> _Saved entries_:
■ ■ ■

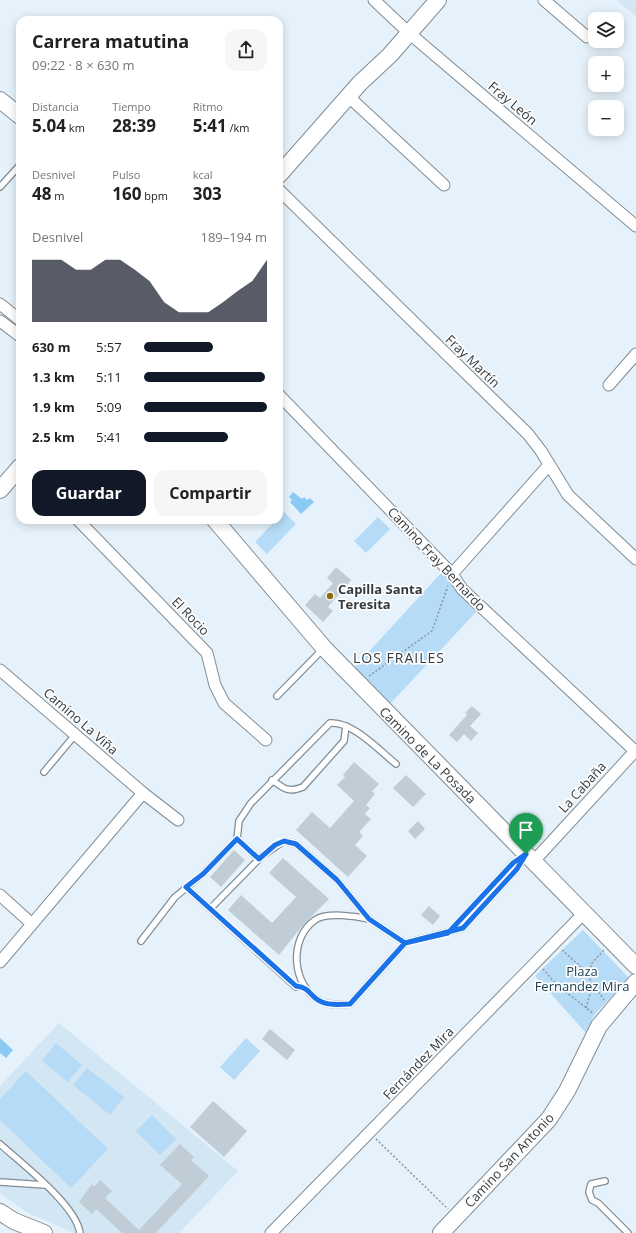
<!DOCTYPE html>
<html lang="es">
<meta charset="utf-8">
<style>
body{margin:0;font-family:"Open Sans",sans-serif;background:#f6f6f6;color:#222;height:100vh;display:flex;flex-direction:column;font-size:15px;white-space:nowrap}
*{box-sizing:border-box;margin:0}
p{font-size:13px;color:#767676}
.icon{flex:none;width:22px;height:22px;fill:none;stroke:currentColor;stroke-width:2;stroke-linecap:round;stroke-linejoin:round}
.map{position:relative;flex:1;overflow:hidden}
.side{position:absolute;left:16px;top:16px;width:267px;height:508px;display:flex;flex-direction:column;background:#fff;border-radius:12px;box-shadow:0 2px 10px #0003}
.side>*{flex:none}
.tools{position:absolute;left:588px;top:12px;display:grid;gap:8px}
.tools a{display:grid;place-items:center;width:36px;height:36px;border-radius:8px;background:#fff;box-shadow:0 2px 10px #0003;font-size:20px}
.pin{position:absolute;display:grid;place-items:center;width:34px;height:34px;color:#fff;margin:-41px -17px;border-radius:50% 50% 50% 0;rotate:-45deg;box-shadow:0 0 4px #0007}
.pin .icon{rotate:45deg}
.round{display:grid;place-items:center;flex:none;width:42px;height:42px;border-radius:12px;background:#f6f6f6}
.summary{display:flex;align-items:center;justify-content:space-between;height:68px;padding:0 16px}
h1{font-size:18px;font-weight:700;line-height:30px}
.metrics{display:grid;grid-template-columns:repeat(3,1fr);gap:6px;height:68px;padding:4px 16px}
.metrics div{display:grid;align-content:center}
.metrics b{font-size:17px;font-weight:700}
.metrics small{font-size:11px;font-weight:400}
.metrics p{font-size:11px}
.chart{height:112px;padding:8px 16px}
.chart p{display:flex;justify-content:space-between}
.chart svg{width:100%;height:72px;margin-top:4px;fill:#111827;opacity:.7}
.button{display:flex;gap:8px;margin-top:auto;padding:8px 16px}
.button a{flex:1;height:46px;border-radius:12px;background:#111827;color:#fff;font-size:16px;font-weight:700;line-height:46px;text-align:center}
.button a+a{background:#f6f6f6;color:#222}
ul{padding:0 16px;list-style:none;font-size:13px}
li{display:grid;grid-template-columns:64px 48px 1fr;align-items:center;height:30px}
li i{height:10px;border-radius:5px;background:#111827}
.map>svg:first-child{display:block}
.built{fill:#d3e6f3}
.green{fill:#b6dbf6}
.water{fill:#8ccaf6}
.building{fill:#c1cdd6}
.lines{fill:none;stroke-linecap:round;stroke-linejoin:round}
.lane-casing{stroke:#828d95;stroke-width:8}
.street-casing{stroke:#828d95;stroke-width:13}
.secondary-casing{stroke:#828d95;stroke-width:18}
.path{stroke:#8d959b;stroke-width:1.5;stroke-dasharray:2 2;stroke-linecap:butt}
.lane{stroke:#fff;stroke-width:5.5}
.street{stroke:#fff;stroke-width:11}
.secondary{stroke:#fff;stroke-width:16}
.route-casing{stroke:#fff;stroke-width:8}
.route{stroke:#1a73e8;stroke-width:5}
.poi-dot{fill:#886d0c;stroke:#fdfdfd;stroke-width:1.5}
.labels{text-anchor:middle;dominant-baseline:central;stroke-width:3.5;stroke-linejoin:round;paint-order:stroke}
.street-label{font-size:13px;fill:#363a3e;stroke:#fdfdfd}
.poi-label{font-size:13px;font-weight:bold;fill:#363a3e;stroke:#fdfdfd;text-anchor:start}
.park-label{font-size:13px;fill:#1e4057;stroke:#fdfdfd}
.neighbourhood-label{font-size:14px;letter-spacing:1px;fill:#363a3e;stroke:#fdfdfd}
</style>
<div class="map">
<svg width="636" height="1233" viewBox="0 0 636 1233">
<rect width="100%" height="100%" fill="#e6f2fb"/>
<g class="built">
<polygon points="616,0 636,0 636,17"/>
<polygon points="59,1023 238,1171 179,1233 74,1233 26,1212 0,1193 0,1086"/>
</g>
<g class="green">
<polygon points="284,512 296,524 267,554 255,542 276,520 279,520 279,517"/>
<polygon points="378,517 390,529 366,553 354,541"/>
<polygon points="442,572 479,609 389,705 353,669"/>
<polygon points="583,930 629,978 594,1015 586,1033 535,976"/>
<polygon points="246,1038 260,1051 234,1080 220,1067"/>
<polygon points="56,1043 82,1065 68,1082 42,1061"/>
<polygon points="87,1068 124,1097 110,1115 73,1085"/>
<polygon points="26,1071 108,1149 71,1188 0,1120 0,1099"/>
<polygon points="152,1115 176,1139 160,1155 136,1131"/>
</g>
<g class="water">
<polygon points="293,492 302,499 304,497 307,500 310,498 314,502 301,514 290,502 292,500 289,497"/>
<polygon points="0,1038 13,1050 6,1058 0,1053"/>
</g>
<g class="building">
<polygon points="336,567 351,580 328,607 333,611 323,622 305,605 315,594 320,598 333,583 327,578"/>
<polygon points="472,706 481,714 470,726 478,733 471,741 464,734 457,742 449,735 467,715 465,713"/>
<polygon points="354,762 379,784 372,791 375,794 366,805 370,808 365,814 371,819 359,832 363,836 355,845 367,856 348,877 296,830 312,812 330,828 354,801 337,785 345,777 343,775"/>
<polygon points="406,775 426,794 413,807 393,788"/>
<polygon points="418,821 425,829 415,839 408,831"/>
<polygon points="234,850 245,860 221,887 210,877"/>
<polygon points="283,858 329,899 303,925 279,955 228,910 241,895 272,923 296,897 269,873"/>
<polygon points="429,906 440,916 433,925 421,915"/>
<polygon points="270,1029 295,1050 287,1060 262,1039"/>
<polygon points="213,1101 247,1131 224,1157 190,1127"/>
<polygon points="180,1144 194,1157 191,1160 209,1176 156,1233 122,1233 96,1209 92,1214 79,1202 92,1184 94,1187 100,1180 112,1191 105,1198 139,1230 182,1184 160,1165"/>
</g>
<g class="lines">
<g class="lane-casing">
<g id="lane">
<polyline points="0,187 20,165"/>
<polyline points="277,696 323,649"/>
<polyline points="44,772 75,735"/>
<path d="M272,780C284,789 289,793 303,787L344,741L346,726"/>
<path d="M237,839L239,821L251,803L330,723C352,721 379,750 396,764"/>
<polyline points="186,887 296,987 305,987"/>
<polyline points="210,909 262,856 284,841 296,844 337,880 369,919 405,943 463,928 517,869 525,856"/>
<path d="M369,919C356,916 326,912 315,920C288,939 292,986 320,1001C329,1006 340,1004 350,1004L405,943"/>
<polyline points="451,930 513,863 523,856"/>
<polyline points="141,941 175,897 203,874 237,839 259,859"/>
<path d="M0,1144C21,1163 76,1205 80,1233"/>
<polyline points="605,1181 591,1184 589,1192 592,1200 598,1203 628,1233"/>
<polyline points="0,1182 45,1185"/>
</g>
</g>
<g class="street-casing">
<g id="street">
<polyline points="374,0 409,33 636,226"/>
<polyline points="544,0 587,37"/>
<polyline points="348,96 444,185"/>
<polyline points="279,190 528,434 541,451 568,495 636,559"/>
<polyline points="0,304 20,320"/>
<polyline points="0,321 20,336"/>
<polyline points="609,385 636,354"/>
<polyline points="279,395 452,574 462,589 635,751"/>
<polyline points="78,520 207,653 215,685 224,703 266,740"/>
<polyline points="452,574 549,465"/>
<polyline points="0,670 143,793 178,820"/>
<polyline points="533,862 636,750"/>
<polyline points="0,895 31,923"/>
<polyline points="0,962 143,793"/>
<polyline points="271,1233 584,913"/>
</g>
</g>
<g class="secondary-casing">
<g id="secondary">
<polyline points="0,100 20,116"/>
<polyline points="279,175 360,83 390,55 438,0"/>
<polyline points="0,490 20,467"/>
<polyline points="215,520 324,648 636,966"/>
<polyline points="0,1212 14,1221 44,1233"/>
<polyline points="441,1233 549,1119 567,1091 599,1026 636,982"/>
</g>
</g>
<g class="path">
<polyline points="369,676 432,631 448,586"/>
<polyline points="562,950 582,968 604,1000"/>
<polyline points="543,969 557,985 594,1014"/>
<polyline points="588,975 592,963 604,950"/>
<polyline points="586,1008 593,983"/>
<polyline points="376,1139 448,1209"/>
</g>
<use href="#lane" class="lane"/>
<use href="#street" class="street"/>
<use href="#secondary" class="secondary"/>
</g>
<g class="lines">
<g class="route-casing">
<path id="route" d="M526,854L513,863L448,933L405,943L350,1004C341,1004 331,1006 322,1002C309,997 312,988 296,986L186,887L203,874L237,839L259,859L275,845L284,841L296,844L337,880L369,919L405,943L463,928L517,869L526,854"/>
</g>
<use href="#route" class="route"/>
</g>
<circle class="poi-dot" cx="330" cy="596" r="4"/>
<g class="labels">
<g class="street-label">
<text transform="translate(513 103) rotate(40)">Fray León</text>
<text transform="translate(473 361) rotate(44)">Fray Martín</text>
<text transform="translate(437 559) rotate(47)">Camino Fray Bernardo</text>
<text transform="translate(191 616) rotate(46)">El Rocio</text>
<text transform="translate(81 721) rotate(41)">Camino La Viña</text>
<text transform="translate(428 755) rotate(45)">Camino de La Posada</text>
<text transform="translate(582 787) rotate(-48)">La Cabaña</text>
<text transform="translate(418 1063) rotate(-46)">Fernández Mira</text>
<text transform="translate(509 1160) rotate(-47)">Camino San Antonio</text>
</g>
<g class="poi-label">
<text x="338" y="589">Capilla Santa<tspan x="338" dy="15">Teresita</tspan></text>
</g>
<g class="park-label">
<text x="582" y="971">Plaza<tspan x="582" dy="15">Fernandez Mira</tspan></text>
</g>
<g class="neighbourhood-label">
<text x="399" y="657">LOS FRAILES</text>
</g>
</g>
</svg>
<div class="tools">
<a><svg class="icon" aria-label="layers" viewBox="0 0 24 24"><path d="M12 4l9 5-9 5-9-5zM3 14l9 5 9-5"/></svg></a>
<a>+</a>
<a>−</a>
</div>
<div class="pin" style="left:526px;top:854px;background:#1e9e55"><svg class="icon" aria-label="arrive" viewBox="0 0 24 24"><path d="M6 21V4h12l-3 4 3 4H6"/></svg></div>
<section class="side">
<div class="summary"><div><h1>Carrera matutina</h1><p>09:22 · 8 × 630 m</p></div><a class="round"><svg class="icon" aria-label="share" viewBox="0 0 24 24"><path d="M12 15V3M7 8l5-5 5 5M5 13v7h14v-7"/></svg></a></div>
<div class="metrics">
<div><p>Distancia</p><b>5.04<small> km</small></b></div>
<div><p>Tiempo</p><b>28:39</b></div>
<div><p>Ritmo</p><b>5:41<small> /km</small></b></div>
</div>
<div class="metrics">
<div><p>Desnivel</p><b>48<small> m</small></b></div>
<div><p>Pulso</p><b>160<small> bpm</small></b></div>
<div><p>kcal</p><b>303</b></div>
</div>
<div class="chart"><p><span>Desnivel</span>189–194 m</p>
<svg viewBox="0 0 160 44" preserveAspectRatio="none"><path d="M0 44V6L10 6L20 6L30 12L40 12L50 6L60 6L70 12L80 19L90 32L100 38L110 38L120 38L130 32L140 25L150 19L160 6V44z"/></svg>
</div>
<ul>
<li><b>630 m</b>5:57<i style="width:56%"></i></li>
<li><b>1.3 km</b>5:11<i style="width:98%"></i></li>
<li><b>1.9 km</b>5:09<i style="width:100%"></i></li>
<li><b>2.5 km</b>5:41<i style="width:68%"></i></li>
</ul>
<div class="button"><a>Guardar</a><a>Compartir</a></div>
</section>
</div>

■ ■ ■

> _TASK INSTRUCTIONS_: Copy out each line of the data that includes the string "shadow".

> _EXERCISE SOLUTION_:
.side{position:absolute;left:16px;top:16px;width:267px;height:508px;display:flex;flex-direction:column;background:#fff;border-radius:12px;box-shadow:0 2px 10px #0003}
.tools a{display:grid;place-items:center;width:36px;height:36px;border-radius:8px;background:#fff;box-shadow:0 2px 10px #0003;font-size:20px}
.pin{position:absolute;display:grid;place-items:center;width:34px;height:34px;color:#fff;margin:-41px -17px;border-radius:50% 50% 50% 0;rotate:-45deg;box-shadow:0 0 4px #0007}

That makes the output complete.